### Your task
The first line of the entries and each line after it, through the one that contains "inset:0; background:#cabca0; transform-origin:0", are to be duplicated exactly; no picture belongs in the copy.

### Source information
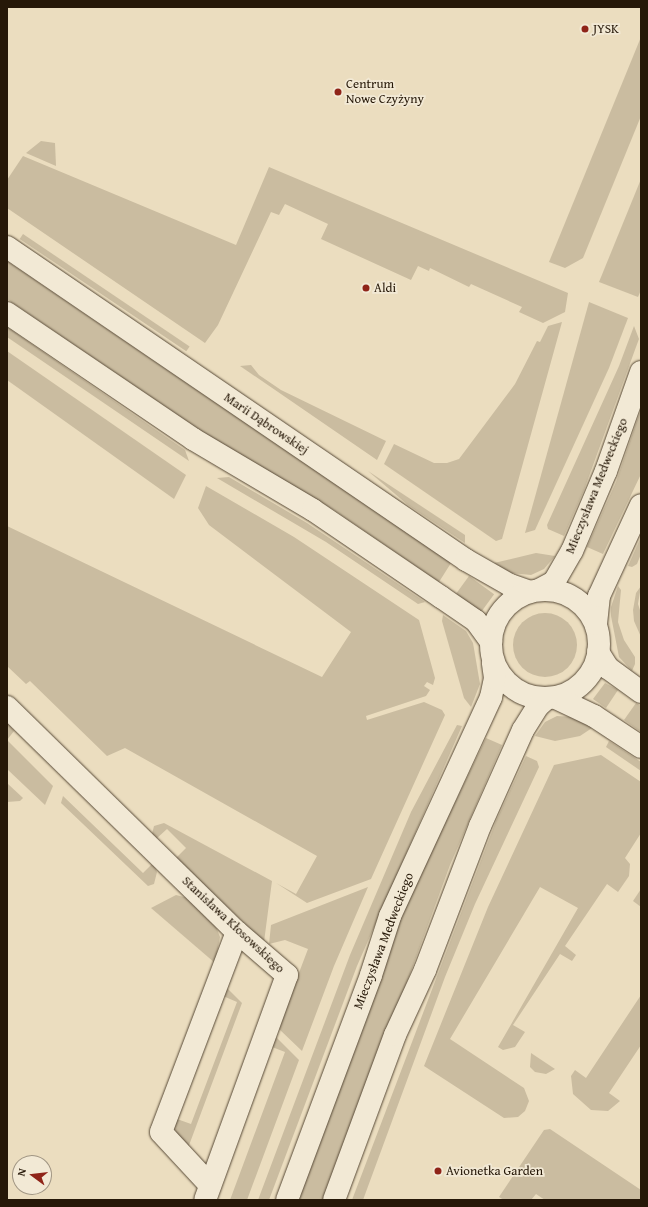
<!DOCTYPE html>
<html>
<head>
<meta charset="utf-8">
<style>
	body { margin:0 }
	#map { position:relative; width:648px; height:1207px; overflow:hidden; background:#ebddbf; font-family:"Gentium Book Plus",serif }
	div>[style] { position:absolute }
	.green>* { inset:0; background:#cabca0; transform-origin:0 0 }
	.round { border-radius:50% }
	.roads { filter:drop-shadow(0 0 1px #574936) drop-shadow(0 0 1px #574936) }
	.minor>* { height:22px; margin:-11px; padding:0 11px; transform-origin:11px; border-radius:11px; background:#f2e9d5 }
	.minor>.ring { margin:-11px; padding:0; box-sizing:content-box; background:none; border:22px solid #f2e9d5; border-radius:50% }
	.dots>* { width:11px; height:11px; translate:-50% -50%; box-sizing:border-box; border:2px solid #f2e9d5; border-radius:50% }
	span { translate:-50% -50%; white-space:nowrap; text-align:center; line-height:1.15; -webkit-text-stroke:3.5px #f2e9d5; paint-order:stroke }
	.poi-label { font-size:13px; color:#261808 }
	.left { translate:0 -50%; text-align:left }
	.street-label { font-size:13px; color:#261808 }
	.frame { position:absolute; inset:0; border:8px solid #261808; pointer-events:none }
	.north { position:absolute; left:12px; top:1155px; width:40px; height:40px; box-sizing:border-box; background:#f2e9d5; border:1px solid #a09583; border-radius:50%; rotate:285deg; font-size:11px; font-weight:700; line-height:16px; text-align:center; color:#261808 }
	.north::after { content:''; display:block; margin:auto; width:14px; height:18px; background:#8f2418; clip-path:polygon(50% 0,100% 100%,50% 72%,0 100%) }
</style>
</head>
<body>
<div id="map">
	<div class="green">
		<div style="clip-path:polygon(641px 37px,641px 116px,583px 258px,565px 268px,549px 262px)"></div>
		<div style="clip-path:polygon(41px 141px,55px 143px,56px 166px,26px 153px)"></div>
		<div style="clip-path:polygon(23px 156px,236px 245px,269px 167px,568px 293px,565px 312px,543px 323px,519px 312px,522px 307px,471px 284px,469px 287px,430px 268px,429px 271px,418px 266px,411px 280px,321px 239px,328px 224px,285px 204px,279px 215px,271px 212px,218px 325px,205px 343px,7px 208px,7px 180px)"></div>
		<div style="clip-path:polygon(641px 179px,641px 290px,638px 297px,599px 282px)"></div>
		<div style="left:23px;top:234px;width:201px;height:6px;rotate:34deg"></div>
		<div style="clip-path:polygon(7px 261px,451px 563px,439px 582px,334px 510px,213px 439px,7px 299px)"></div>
		<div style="clip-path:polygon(589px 302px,628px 318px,609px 368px,535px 530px,525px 533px)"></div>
		<div style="clip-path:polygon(562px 322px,502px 539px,496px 541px,384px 464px,394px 444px,434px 463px,447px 463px,459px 459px,515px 384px,537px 341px,540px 342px,548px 326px)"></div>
		<div style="clip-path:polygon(634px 326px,639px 339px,636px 347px,584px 490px,564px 536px,548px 529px,547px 525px,619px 366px)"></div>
		<div style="clip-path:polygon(7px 327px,185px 450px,189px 461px,7px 337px)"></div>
		<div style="clip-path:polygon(7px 351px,186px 475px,174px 499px,7px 380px)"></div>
		<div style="clip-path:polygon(251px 365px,259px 375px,281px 390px,386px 441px,377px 460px,240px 366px)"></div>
		<div style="clip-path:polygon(641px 409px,641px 474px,603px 554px,587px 547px,616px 482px)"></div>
		<div style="clip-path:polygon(368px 471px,465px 535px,465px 543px,408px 505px)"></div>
		<div style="clip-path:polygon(229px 477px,307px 523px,425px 602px,418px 604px,326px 542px,217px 478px)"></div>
		<div style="clip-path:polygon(206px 486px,294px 537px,419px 620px,435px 678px,433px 685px,427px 682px,424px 686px,430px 690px,426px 696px,366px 716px,367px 720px,424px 702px,442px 710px,445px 715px,371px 879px,307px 903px,276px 883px,296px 894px,317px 856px,125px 748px,107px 756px,30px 681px,26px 684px,7px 666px,7px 526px,322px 677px,351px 632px,209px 525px,198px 508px)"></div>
		<div style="clip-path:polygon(641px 537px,641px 554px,637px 564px,632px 567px,628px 566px)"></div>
		<div style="clip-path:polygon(536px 553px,555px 556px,544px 569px,531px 575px,511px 573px,494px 563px)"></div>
		<div style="left:469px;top:576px;width:31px;height:22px;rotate:36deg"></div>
		<div style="clip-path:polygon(618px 586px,621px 590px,618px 622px,624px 640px,635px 657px,635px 664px,632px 671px,619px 657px,611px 616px,611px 607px)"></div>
		<div style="clip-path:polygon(641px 586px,638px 604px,641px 613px,641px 637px,634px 621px,633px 610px,636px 593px)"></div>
		<div class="round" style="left:513px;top:613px;width:64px;height:64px"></div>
		<div style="clip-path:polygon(443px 615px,466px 631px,473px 643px,480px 684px,471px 707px,464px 698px,442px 621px)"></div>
		<div style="clip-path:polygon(605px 683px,618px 690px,606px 708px,593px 699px)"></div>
		<div style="clip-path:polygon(636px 703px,641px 706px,641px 732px,624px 720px)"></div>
		<div style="clip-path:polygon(557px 716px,573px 717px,592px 728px,580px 736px,555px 741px,535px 736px,545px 722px)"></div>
		<div style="clip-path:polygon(7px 721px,14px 731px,7px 740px)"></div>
		<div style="clip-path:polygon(457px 725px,462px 726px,357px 966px,269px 1200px,258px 1200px,350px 955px,411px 812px)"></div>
		<div style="clip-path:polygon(486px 738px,502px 745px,450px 865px,327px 1200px,294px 1200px,392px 939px,421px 873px)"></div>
		<div style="clip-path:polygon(7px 740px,53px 786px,45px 805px,7px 769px)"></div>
		<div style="clip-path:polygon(609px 741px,641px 762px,641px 771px,606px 747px)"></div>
		<div style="clip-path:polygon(601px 755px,641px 782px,641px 833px,625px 858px,630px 864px,629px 876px,618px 892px,607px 884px,565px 946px,576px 955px,572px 961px,560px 954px,513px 1025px,525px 1032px,515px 1047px,503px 1050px,498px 1047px,578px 908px,540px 887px,450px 1039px,524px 1088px,529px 1101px,525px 1111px,518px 1117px,504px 1118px,424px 1066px,488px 907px,554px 765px)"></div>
		<div style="clip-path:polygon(526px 756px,537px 761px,539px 767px,475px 904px,445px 977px,363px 1200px,352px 1200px,496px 821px)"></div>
		<div style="clip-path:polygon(7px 783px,23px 798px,20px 801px,7px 802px)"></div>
		<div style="clip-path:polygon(63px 796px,143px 873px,153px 863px,157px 872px,154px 884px,148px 886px,61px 803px)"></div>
		<div style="clip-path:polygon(164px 823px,272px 881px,264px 942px,176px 858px,186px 848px,167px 829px,156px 839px,152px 834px,154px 826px)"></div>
		<div style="clip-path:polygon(368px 887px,334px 966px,302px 1051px,278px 1028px,308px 949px,285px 940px,269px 944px,271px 925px)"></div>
		<div style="clip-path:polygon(641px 889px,641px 907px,633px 901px)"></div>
		<div style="clip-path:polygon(176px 895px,188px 898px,215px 924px,220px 937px,215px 963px,151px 908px)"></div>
		<div style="clip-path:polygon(226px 987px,242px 1003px,188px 1148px,176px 1134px,175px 1127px,177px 1119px,191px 1124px,237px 1002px,223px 996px)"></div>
		<div style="clip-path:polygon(641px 995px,641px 1045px,609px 1093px,620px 1101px,608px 1111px,591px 1110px,573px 1094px,571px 1076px,575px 1070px,586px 1078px)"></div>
		<div style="clip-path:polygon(275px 1036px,299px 1060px,247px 1200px,230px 1200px,285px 1052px,272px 1047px)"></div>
		<div style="clip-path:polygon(531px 1053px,555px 1069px,546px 1074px,535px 1072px,530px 1067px)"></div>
		<div style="clip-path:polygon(550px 1129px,641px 1190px,641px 1200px,545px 1200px,536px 1194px,531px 1200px,504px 1200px,499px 1197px,544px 1130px)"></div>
	</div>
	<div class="roads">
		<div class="minor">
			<div style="left:7px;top:247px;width:556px;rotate:34.29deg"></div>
			<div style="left:466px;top:560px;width:51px;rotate:29.6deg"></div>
			<div style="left:510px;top:585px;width:21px;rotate:19deg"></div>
			<div style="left:7px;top:313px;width:225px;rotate:34.1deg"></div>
			<div style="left:193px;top:439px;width:139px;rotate:30.6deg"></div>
			<div style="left:313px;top:510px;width:155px;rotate:34.2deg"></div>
			<div style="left:441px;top:597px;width:42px;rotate:34.4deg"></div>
			<div style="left:476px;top:621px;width:26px;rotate:54deg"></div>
			<div class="ring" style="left:491px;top:590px;width:86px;height:86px"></div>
			<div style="left:539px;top:590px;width:17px;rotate:-28deg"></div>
			<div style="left:554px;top:582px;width:36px;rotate:-60deg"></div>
			<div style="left:572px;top:551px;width:87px;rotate:-67deg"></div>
			<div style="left:606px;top:471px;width:105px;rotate:-70.5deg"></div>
			<div style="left:596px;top:624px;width:28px;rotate:-84deg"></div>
			<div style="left:599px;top:596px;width:100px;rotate:-65.2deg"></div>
			<div style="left:598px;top:652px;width:19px;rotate:58deg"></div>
			<div style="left:608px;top:668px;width:41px;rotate:36deg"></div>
			<div style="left:556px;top:698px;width:42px;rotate:25.3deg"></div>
			<div style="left:594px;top:716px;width:56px;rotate:33.4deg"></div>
			<div style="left:7px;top:707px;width:322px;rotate:44.4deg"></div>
			<div style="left:237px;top:932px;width:66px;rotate:40.7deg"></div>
			<div style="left:287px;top:975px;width:239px;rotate:110deg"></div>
			<div style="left:210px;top:1185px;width:72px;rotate:-132.8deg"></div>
			<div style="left:161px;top:1132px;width:214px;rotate:-69.2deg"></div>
			<div style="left:287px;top:1200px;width:240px;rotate:-69.5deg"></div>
			<div style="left:371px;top:975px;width:62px;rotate:-72.1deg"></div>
			<div style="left:390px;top:916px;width:241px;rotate:-65.2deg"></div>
			<div style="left:491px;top:697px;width:19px;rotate:-78deg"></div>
			<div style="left:495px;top:678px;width:15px;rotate:-98deg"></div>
			<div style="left:334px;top:1200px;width:176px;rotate:-69.7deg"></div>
			<div style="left:395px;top:1035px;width:72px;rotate:-65.2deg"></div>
			<div style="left:425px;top:970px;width:154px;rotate:-69.1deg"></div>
			<div style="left:480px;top:826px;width:105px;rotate:-65.9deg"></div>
			<div style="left:523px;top:730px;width:28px;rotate:-58deg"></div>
			<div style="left:538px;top:706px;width:12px;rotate:-42deg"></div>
		</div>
	</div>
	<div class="dots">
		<div style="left:585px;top:29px;background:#8f2418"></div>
		<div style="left:338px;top:92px;background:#8f2418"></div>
		<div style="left:366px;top:288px;background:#8f2418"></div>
		<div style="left:438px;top:1171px;background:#8f2418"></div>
	</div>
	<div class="poi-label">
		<span class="left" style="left:593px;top:29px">JYSK</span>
		<span class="left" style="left:346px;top:92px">Centrum<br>Nowe Czyżyny</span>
		<span class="left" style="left:374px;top:288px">Aldi</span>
		<span class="left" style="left:446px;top:1171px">Avionetka Garden</span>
	</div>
	<div class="street-label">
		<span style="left:266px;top:424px;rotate:34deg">Marii Dąbrowskiej</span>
		<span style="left:597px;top:486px;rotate:-68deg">Mieczysława Medweckiego</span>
		<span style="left:233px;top:925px;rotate:43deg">Stanisława Kłosowskiego</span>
		<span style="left:384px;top:941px;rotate:-69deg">Mieczysława Medweckiego</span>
	</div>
	<div class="frame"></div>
	<div class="north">N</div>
</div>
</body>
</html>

### Response to this exercise
<!DOCTYPE html>
<html>
<head>
<meta charset="utf-8">
<style>
	body { margin:0 }
	#map { position:relative; width:648px; height:1207px; overflow:hidden; background:#ebddbf; font-family:"Gentium Book Plus",serif }
	div>[style] { position:absolute }
	.green>* { inset:0; background:#cabca0; transform-origin:0 0 }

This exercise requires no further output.